His words incensed Lena. "How dare you assume-"

She was cut off when he surged forward suddenly, pulling her to stop in front of her door. He pushed against it, but it was still locked.

He looked at her expectantly.

She just shrugged with a cruel smile. "It's locked." She said with no small amount of triumph.

"Then how did you come to be in the kitchen?"

"Perhaps it was my 'Prissy' and 'spoiled' ways." He looked angry to the point of murder already, but Lena didn't care. They stared at each other in a stalemate

Lena felt her nerves tangle together as the tension grew between them. After a long moment, he turned from her and in one solid movement, kicked her doors so violently that they slammed open, hitting the walls on the other side. Lena jumped at loud crack they made as the wood violently collided with the stone walls.

"There, now go to bed."

Lena now looked at the man with huge eyes, speechless.

"You've broken them." She said, inspecting one of the poor doors. The door was still attached to the hinges and worked well enough but the wood where the lock secured them together was shattered to pieces. She had spent the better part of four days wishing hatred upon the doors that locked her in and now they were no longer an obstacle.

She was almost grateful towards him. Almost.

"Now stay here where you belong."

Whatever small bit of gratitude that had sprung up was killed instantly.

"What gives you the right to tell me where I can and cannot be?"

He sighed deeply and closed his eyes for the briefest moments. When he opened them he looked more tired than before "I don't have the energy to argue. It is unwise to roam these halls at night. If you are found without your rooms at night again, wandering in corners or behind curtains, you will regret it."

"You imagined superiority over me does not give you the right to issue commands."

"and yet you will obey." He said, his voice unflinching steel.
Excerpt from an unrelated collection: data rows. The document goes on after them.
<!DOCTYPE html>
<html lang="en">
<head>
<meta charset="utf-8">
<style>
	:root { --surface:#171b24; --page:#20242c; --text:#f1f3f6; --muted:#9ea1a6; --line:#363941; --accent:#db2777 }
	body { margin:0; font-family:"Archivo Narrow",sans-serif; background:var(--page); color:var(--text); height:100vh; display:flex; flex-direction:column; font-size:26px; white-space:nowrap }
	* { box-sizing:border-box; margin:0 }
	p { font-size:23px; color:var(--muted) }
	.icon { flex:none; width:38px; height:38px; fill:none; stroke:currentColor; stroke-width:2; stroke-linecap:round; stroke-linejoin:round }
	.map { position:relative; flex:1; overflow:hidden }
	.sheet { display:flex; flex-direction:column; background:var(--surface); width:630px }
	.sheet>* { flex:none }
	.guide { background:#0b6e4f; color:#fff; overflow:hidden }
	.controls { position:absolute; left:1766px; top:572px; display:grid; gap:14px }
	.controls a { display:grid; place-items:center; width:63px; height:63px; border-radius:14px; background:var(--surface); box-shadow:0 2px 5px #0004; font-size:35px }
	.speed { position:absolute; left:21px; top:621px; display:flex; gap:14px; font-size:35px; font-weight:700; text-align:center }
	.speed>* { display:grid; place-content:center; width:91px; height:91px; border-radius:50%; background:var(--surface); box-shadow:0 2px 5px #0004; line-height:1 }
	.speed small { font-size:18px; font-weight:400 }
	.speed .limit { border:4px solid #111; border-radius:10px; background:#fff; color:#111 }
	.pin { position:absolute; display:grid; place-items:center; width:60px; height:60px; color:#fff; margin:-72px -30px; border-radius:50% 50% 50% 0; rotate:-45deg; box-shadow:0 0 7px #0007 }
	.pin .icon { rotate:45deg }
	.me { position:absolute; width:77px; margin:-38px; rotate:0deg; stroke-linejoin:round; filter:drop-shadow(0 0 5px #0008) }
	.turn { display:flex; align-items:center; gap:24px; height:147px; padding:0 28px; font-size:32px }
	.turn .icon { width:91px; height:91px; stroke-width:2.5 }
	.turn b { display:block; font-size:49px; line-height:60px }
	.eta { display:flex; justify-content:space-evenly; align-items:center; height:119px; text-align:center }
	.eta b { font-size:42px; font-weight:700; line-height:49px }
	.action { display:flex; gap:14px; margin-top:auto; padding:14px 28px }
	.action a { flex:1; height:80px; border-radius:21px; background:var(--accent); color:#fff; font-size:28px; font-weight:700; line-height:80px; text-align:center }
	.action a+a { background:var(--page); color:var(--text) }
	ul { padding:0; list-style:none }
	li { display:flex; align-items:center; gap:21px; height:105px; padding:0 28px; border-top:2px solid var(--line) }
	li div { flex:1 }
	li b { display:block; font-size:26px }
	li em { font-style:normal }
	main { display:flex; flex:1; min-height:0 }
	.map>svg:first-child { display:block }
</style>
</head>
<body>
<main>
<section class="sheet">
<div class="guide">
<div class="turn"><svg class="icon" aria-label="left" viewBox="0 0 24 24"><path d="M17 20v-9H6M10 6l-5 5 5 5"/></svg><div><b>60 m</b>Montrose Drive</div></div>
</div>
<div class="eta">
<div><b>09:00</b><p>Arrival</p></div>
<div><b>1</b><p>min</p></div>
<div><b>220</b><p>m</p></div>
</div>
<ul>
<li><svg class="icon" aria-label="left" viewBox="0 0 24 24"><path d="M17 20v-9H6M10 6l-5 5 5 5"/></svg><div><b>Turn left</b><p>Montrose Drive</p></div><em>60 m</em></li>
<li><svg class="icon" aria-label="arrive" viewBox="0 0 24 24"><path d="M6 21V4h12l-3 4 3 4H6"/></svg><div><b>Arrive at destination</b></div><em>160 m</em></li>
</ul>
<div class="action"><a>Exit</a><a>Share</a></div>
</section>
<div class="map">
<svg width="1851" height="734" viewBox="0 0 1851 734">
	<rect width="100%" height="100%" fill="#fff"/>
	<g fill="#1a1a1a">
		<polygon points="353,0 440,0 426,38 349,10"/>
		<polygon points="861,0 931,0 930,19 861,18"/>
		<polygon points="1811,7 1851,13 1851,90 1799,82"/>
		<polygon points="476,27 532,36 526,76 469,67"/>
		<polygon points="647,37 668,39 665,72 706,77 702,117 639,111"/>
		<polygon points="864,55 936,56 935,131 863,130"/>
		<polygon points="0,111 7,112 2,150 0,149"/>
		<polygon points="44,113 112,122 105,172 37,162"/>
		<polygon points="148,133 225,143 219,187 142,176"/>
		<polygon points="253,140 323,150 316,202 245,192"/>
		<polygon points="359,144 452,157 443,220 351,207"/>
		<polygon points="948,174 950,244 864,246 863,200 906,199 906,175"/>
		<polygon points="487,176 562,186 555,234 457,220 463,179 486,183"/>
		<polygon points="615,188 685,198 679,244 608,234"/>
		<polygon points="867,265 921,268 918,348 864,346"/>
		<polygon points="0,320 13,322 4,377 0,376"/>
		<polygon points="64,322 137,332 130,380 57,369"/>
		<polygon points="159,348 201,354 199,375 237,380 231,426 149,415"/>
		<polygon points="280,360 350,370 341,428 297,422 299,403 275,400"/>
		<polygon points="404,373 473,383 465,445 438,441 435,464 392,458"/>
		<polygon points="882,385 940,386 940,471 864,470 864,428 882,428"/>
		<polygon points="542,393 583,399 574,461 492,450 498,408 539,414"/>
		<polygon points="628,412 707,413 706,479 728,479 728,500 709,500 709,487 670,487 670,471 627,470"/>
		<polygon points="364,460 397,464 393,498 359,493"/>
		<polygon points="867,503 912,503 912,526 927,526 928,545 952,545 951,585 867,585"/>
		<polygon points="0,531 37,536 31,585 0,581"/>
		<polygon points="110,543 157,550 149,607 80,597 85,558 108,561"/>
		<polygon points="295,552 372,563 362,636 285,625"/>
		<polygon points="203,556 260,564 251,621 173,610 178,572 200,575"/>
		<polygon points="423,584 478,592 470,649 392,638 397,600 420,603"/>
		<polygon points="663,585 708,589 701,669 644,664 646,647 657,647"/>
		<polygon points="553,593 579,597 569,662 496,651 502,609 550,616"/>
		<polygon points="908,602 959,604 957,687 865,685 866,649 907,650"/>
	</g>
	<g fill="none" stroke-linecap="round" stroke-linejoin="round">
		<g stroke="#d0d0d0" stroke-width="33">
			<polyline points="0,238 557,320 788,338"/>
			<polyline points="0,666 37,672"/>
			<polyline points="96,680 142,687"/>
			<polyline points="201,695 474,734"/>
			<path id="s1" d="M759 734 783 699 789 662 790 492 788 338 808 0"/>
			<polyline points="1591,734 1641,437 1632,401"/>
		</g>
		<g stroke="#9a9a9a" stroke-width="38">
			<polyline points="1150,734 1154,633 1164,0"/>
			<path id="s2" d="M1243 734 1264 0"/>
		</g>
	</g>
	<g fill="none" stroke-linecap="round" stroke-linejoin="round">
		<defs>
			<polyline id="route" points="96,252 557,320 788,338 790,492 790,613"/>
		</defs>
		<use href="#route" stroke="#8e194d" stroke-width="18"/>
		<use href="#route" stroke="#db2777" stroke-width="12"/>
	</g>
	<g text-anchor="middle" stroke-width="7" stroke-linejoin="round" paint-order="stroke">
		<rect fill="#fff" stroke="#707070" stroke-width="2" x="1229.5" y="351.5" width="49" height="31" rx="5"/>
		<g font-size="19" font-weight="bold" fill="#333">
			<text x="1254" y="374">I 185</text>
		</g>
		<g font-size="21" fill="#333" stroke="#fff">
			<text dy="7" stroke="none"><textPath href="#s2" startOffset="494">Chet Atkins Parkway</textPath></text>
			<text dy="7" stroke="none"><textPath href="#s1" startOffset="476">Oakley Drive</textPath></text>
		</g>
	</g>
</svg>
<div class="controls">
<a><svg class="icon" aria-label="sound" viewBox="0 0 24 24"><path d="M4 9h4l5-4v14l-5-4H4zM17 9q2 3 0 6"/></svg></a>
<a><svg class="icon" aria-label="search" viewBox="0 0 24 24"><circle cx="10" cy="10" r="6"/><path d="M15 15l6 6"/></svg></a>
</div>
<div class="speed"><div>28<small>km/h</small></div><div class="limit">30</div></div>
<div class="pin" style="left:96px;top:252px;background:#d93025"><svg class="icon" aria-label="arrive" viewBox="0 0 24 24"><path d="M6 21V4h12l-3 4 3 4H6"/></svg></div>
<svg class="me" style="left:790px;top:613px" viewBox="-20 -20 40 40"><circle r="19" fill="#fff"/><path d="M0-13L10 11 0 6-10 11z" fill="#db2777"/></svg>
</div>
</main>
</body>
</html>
"I will act according to my whim, not yours."

"Do you often act a quarrelsome brat while being entertained as a guest?"

"I had wondered at the cause of your injury, ser, but I won't wonder any longer. You've the sort of personality that inspires loathing. No doubt someone's run you through if this is how you behave in conversations with a stranger."

His laugh was sharp and bitter.

"A wit and a genius. You've solved the mystery." His voice was dripping with spent sarcasm. "Now you can focus your efforts on keeping yourself and your thin night gown in your room and far from me."

"You beast!" She gasped at the untoward torward remark. She stepped safely away from him into her room and then slammed the door in his face.

The room no longer held a dangerous feeling of foreboding. Lena paced the room angrily for a while, imagining harm on the man, but she did not dare step outside her room again.